Some technology companies, such as Prudent AI, have also been cautious about including alternative data because of a lack of regulatory guidance. But once guidelines are developed around AI in lending, GS noted that he would consider expanding the capabilities of Prudent AI’s underwriting system. 

“The lending decision is a complicated decision and bank statements are only a part of the decision,” said GS. “We are happy to look at extending our capabilities to solve problems, with other documents as well, but there has to be a level of data quality and we feel that until you have reliable data quality, autonomy is dangerous.” 

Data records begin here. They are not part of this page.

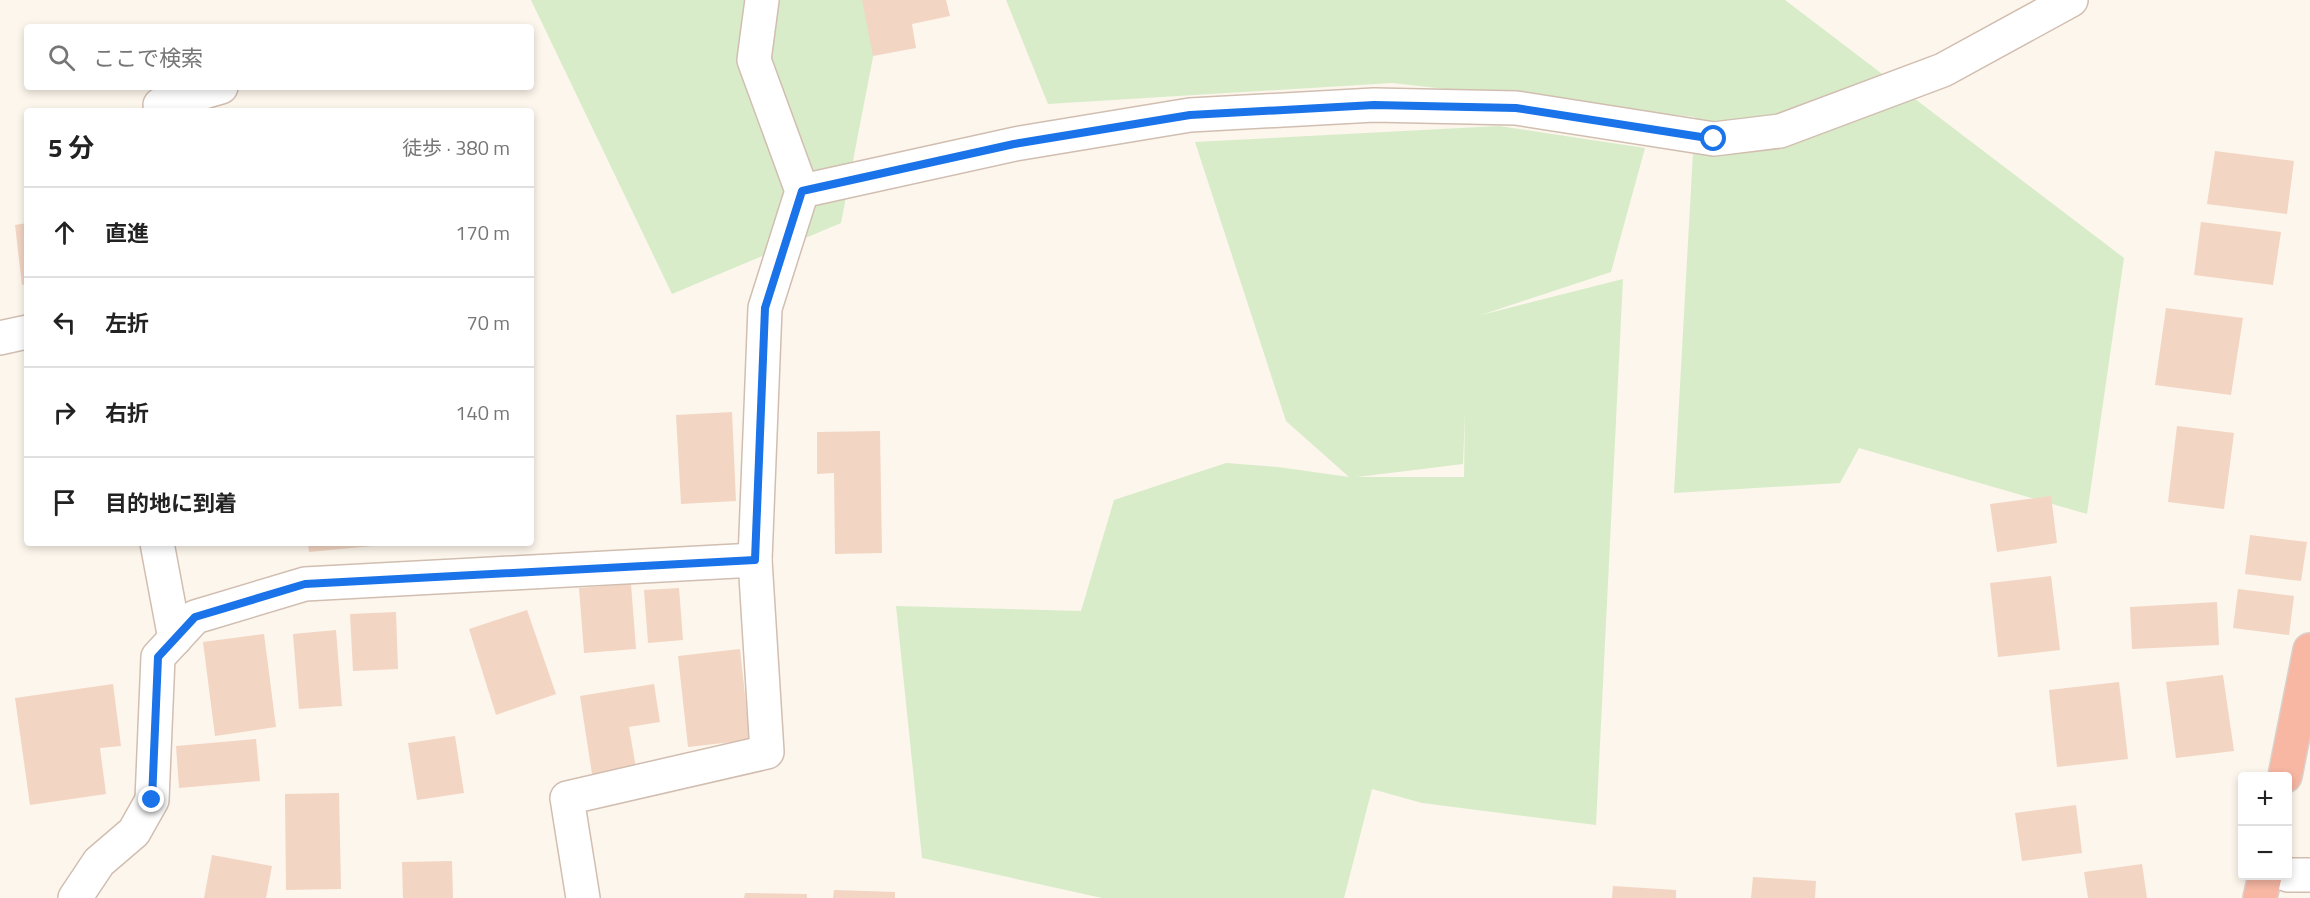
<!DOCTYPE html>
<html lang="ja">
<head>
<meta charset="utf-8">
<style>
	:root { --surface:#fff; --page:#f2f2f2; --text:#222; --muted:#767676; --line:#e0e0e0 }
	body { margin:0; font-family:"Titillium Web","Noto Sans JP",sans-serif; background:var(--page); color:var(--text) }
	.controls { position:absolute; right:18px; bottom:18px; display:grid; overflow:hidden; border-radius:6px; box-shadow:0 3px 9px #0003 }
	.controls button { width:54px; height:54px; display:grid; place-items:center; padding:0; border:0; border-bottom:2px solid var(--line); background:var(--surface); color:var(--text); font:30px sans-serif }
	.stop { position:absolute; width:18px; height:18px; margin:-14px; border:4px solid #1a73e8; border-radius:50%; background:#fff }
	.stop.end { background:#1a73e8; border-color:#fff; box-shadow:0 2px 6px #0008 }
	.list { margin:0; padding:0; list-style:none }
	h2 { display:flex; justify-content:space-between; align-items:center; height:78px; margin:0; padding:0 24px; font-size:26px }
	h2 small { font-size:20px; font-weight:400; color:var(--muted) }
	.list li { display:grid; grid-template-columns:39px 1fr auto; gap:18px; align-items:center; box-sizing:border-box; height:90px; padding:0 24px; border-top:2px solid var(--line) }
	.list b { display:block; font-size:22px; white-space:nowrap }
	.list em { font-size:20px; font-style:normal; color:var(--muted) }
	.icon { flex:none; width:33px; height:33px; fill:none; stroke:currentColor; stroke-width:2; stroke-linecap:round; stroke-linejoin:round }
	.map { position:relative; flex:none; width:2310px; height:898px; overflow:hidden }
	.search { position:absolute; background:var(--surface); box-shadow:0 3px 9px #0003; left:24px; top:24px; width:510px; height:66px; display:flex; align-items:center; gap:15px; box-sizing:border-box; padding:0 21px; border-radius:6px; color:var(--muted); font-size:22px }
	.panel { position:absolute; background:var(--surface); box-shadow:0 3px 9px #0003; left:24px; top:108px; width:510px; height:438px; border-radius:6px }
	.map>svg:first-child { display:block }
	.green { fill:#d8ecc9; fill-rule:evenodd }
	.building { fill:#f3d5c3 }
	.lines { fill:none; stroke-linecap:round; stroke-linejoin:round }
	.minor-casing { stroke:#d1beb0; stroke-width:36 }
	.highway-casing { stroke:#dad1cd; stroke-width:36 }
	.minor { stroke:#fff; stroke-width:33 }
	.highway { stroke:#f7b7a3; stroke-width:33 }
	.route { stroke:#1a73e8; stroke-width:8 }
</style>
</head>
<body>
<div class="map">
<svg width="2310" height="898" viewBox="0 0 2310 898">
	<rect width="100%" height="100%" fill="#fdf6ec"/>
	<g class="green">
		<path d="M531 0H884L841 223 672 294Z"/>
		<path d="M1006 0H1785L2124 258 2087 514 1859 448 1840 483 1674 493 1695 117 1392 83 1048 104Z"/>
		<path d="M1499 126 1645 148 1611 272 1481 315 1623 279 1596 825 1422 803 1372 789 1344 898H1102L922 858 896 606 1081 611 1114 500 1226 463 1278 467 1349 477 1286 421 1195 142ZM1465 411 1464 477H1357L1463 464Z"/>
	</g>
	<g class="building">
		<path d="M862 0H946L950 16 912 24 916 48 873 56Z"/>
		<path d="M2215 151 2294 161 2287 214 2207 204Z"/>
		<path d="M2201 222 2281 232 2273 285 2194 275Z"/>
		<path d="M27 223V284L22 285 15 225Z"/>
		<path d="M2166 308 2243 318 2231 395 2155 385Z"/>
		<path d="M732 412 736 501 681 504 676 415Z"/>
		<path d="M2177 426 2234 433 2224 509 2168 502Z"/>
		<path d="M880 431 882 553 835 554 834 473 817 474V432Z"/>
		<path d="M2051 496 2057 543 1997 552 1990 504Z"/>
		<path d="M2250 535 2307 542 2301 581 2245 574Z"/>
		<path d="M308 543H383V545L309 552Z"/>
		<path d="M2051 576 2060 650 1998 657 1990 583Z"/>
		<path d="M631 584 636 649 584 653 579 588Z"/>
		<path d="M679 588 683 640 648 643 644 590Z"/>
		<path d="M2238 589 2294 596 2289 635 2233 628Z"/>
		<path d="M2217 602 2219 645 2132 649 2130 607Z"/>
		<path d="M527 610 556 694 496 715 469 629Z"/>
		<path d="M396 612 398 669 353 671 350 614Z"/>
		<path d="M336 630 342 706 299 709 293 634Z"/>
		<path d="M264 634 276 727 215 736 203 642Z"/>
		<path d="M740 649 750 740 688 747 678 656Z"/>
		<path d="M2223 675 2234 751 2176 758 2166 682Z"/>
		<path d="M2119 682 2128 759 2057 767 2049 690Z"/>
		<path d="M113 684 121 746 100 748 106 794 30 805 15 698Z"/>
		<path d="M654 684 660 722 629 727 636 768 592 774 580 696Z"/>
		<path d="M455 736 464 793 417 800 408 743Z"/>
		<path d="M256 739 260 781 179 788 176 746Z"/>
		<path d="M339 793 341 889 286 890 285 794Z"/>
		<path d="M2076 805 2082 853 2022 861 2015 813Z"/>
		<path d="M212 855 272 866 266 898H204Z"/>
		<path d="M452 861 453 898H403L402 862Z"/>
		<path d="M2142 864 2147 898H2088L2084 872Z"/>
		<path d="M1753 877 1816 881 1815 898H1751Z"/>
		<path d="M1613 886 1676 890V898H1612Z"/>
		<path d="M834 890 895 892V898H833Z"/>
		<path d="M745 893 807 894V898H744Z"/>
	</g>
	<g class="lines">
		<defs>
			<g id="minor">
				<path d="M162 111 160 105 221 87"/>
				<path d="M802 191 1015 144 1190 115 1374 105 1516 108 1714 139 1780 131 1943 70 2071 0"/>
				<path d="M0 338 27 332"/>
				<path d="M157 543 175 639"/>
				<path d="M2288 875H2310"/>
				<path d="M75 898 99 862 134 832 152 800 158 657 195 617 305 584 755 560"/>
				<path d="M583 898 567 798 767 752 755 560 765 308 802 191 754 60 762 0"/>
			</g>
			<g id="highway">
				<path d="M2285 776 2310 650"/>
				<path d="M2260 898 2265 876"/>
			</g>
		</defs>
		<use href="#minor" class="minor-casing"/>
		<use href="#highway" class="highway-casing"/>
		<use href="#minor" class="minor"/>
		<use href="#highway" class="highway"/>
	</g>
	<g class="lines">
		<path class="route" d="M152 800 158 657 195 617 305 584 755 560 765 308 802 191 1014 144 1190 115 1374 105 1516 108 1714 139"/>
	</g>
</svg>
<div class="controls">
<button>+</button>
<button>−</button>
</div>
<div class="stop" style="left:1714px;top:139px"></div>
<div class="stop end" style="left:152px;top:800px"></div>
<div class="search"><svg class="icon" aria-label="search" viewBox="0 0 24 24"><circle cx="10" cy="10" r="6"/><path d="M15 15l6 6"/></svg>ここで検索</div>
<section class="panel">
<h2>5 分<small>徒歩 · 380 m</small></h2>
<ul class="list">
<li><svg class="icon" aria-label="ahead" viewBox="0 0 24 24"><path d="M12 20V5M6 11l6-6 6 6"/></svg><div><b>直進</b></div><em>170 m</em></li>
<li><svg class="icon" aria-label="left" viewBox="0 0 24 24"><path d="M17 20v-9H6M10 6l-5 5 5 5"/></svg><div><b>左折</b></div><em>70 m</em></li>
<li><svg class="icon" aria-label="right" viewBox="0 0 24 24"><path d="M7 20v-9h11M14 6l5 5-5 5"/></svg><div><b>右折</b></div><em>140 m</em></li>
<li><svg class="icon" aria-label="arrive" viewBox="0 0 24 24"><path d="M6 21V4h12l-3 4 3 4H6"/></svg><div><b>目的地に到着</b></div></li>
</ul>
</section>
</div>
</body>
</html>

As potential developments surrounding AI-lending evolve, one point is clear: it is better to live with these systems than without them. 

“Automated underwriting, for all of its faults, is almost always going to be better than the manual underwriting of the old days when you had Betty in the back room, with her calculator and whatever biases Betty might have had,” said Dworkin, the head of NHC. “I think at the end of the day, common sense really dictates a lot of how [the future landscape of automated systems will play out] but anybody who thinks they’re going to be successful in defeating the Moore’s Law of technology is fooling themselves.”